▸ **Exercise objective**:
Repeat the data exactly as it stands.

▸ **Records**:
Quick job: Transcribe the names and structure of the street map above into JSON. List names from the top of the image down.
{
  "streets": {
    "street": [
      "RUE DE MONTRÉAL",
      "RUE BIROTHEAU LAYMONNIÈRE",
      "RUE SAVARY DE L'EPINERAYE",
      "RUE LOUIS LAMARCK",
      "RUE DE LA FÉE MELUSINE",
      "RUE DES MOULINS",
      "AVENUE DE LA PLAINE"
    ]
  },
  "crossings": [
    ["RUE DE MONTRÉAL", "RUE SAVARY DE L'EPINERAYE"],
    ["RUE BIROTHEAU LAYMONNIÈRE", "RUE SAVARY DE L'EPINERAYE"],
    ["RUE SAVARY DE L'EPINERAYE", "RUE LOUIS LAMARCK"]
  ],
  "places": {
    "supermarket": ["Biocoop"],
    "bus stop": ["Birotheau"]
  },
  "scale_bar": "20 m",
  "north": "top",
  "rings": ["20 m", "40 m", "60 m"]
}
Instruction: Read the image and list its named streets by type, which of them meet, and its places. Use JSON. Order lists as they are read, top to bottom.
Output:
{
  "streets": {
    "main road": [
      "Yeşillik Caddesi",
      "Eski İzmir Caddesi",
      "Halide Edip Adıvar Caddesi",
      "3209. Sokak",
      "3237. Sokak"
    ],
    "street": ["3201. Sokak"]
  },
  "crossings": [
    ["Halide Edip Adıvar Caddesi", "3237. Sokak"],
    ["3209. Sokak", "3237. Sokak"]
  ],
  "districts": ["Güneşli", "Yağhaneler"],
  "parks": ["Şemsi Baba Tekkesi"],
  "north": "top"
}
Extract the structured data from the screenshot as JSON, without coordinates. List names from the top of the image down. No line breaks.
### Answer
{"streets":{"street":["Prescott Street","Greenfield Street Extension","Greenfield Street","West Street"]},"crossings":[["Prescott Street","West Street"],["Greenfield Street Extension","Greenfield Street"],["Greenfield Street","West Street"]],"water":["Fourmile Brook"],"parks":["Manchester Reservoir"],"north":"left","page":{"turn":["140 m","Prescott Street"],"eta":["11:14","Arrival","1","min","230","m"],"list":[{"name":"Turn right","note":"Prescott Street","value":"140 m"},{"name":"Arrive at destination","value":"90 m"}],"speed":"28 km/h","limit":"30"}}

▸ **Task response**:
Quick job: Transcribe the names and structure of the street map above into JSON. List names from the top of the image down.
{
  "streets": {
    "street": [
      "RUE DE MONTRÉAL",
      "RUE BIROTHEAU LAYMONNIÈRE",
      "RUE SAVARY DE L'EPINERAYE",
      "RUE LOUIS LAMARCK",
      "RUE DE LA FÉE MELUSINE",
      "RUE DES MOULINS",
      "AVENUE DE LA PLAINE"
    ]
  },
  "crossings": [
    ["RUE DE MONTRÉAL", "RUE SAVARY DE L'EPINERAYE"],
    ["RUE BIROTHEAU LAYMONNIÈRE", "RUE SAVARY DE L'EPINERAYE"],
    ["RUE SAVARY DE L'EPINERAYE", "RUE LOUIS LAMARCK"]
  ],
  "places": {
    "supermarket": ["Biocoop"],
    "bus stop": ["Birotheau"]
  },
  "scale_bar": "20 m",
  "north": "top",
  "rings": ["20 m", "40 m", "60 m"]
}
Instruction: Read the image and list its named streets by type, which of them meet, and its places. Use JSON. Order lists as they are read, top to bottom.
Output:
{
  "streets": {
    "main road": [
      "Yeşillik Caddesi",
      "Eski İzmir Caddesi",
      "Halide Edip Adıvar Caddesi",
      "3209. Sokak",
      "3237. Sokak"
    ],
    "street": ["3201. Sokak"]
  },
  "crossings": [
    ["Halide Edip Adıvar Caddesi", "3237. Sokak"],
    ["3209. Sokak", "3237. Sokak"]
  ],
  "districts": ["Güneşli", "Yağhaneler"],
  "parks": ["Şemsi Baba Tekkesi"],
  "north": "top"
}
Extract the structured data from the screenshot as JSON, without coordinates. List names from the top of the image down. No line breaks.
### Answer
{"streets":{"street":["Prescott Street","Greenfield Street Extension","Greenfield Street","West Street"]},"crossings":[["Prescott Street","West Street"],["Greenfield Street Extension","Greenfield Street"],["Greenfield Street","West Street"]],"water":["Fourmile Brook"],"parks":["Manchester Reservoir"],"north":"left","page":{"turn":["140 m","Prescott Street"],"eta":["11:14","Arrival","1","min","230","m"],"list":[{"name":"Turn right","note":"Prescott Street","value":"140 m"},{"name":"Arrive at destination","value":"90 m"}],"speed":"28 km/h","limit":"30"}}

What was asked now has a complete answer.